With the end of the Revolution, the United States again had to face the old unsolved Western question, the problem of expansion, with its complications of land, fur trade, Indians, settlement, and local government. Lured by the richest land yet found in the country, pioneers poured over the Appalachian Mountains and beyond. By 1775 the far-flung outposts scattered along the waterways had tens of thousands of settlers. Separated by mountain ranges and hundreds of kilometers from the centers of political authority in the East, the inhabitants established their own governments. Settlers from all the Tidewater states pressed on into the fertile river valleys, hardwood forests, and rolling prairies of the interior. By 1790 the population of the trans-Appalachian region numbered well over 120,000.
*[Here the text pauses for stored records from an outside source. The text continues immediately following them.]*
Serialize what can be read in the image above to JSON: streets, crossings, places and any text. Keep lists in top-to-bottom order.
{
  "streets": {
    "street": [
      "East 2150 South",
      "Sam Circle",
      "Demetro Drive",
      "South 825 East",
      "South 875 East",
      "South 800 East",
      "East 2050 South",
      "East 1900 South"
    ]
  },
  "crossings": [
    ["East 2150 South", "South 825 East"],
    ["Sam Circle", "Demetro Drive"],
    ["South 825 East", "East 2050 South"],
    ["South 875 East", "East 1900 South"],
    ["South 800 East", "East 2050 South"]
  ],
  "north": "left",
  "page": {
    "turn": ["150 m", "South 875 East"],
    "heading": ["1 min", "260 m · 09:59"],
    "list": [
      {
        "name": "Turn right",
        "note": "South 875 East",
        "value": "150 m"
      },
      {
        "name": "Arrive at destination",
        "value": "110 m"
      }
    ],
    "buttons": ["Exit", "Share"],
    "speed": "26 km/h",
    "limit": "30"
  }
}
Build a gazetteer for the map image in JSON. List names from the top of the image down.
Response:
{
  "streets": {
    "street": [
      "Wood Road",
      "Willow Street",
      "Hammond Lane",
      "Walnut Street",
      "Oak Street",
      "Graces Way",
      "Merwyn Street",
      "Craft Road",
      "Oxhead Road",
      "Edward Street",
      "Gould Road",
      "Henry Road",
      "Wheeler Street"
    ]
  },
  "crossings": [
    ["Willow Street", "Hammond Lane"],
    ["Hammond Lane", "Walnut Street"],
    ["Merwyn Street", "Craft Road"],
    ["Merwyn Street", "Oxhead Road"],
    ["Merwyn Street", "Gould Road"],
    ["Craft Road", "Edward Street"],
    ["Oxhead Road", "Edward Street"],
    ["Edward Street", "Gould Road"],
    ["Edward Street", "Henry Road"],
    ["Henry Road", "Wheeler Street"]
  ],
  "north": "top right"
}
Before the war, several colonies had laid extensive and often overlapping claims to land beyond the Appalachians. To those without such claims this rich territorial prize seemed unfairly apportioned. Maryland, speaking for the latter group, introduced a resolution that the western lands be considered common property to be parceled by the Congress into free and independent governments. This idea was not received enthusiastically. Nonetheless, in 1780 New York led the way by ceding its claims. In 1784 Virginia, which held the grandest claims, relinquished all land north of the Ohio River. Other states ceded their claims, and it became apparent that Congress would come into possession of all the lands north of the Ohio River and west of the Allegheny Mountains. This common possession of millions of hectares was the most tangible evidence yet of nationality and unity, and gave a certain substance to the idea of national sovereignty. At the same time, these vast territories were a problem that required solution.

Northwest-territory-usa-1787
Northwest Territory created by the Northwest Ordinance (1787).

The Confederation Congress established a system of limited self-government for this new national Northwest Territory. The Northwest Ordinance of 1787 provided for its organization, initially as a single district, ruled by a governor and judges appointed by the Congress. When this territory had 5,000 free male inhabitants of voting age, it was to be entitled to a legislature of two chambers, itself electing the lower house. In addition, it could at that time send a nonvoting delegate to Congress. Three to five states would be formed as the territory was settled. Whenever any one of them had 60,000 free inhabitants, it was to be admitted to the Union “on an equal footing with the original states in all respects.” The ordinance guaranteed civil rights and liberties, encouraged education, and prohibited slavery or other forms of involuntary servitude.

The new policy repudiated the time-honored concept that colonies existed for the benefit of the mother country, were politically subordinate, and peopled by social inferiors. Instead, it established the principle that colonies (“territories”) were an extension of the nation and entitled, not as a privilege but as a right, to all the benefits of equality.

State Constitutions

The success of the Revolution gave Americans the opportunity to give legal form to their ideals as expressed in the Declaration of Independence, and to remedy some of their grievances through state constitutions. As early as May 10, 1776, Congress had passed a resolution advising the colonies to form new governments “such as shall best conduce to the happiness and safety of their constituents.” Some of them had already done so, and within a year after the Declaration of Independence, all but three had drawn up constitutions.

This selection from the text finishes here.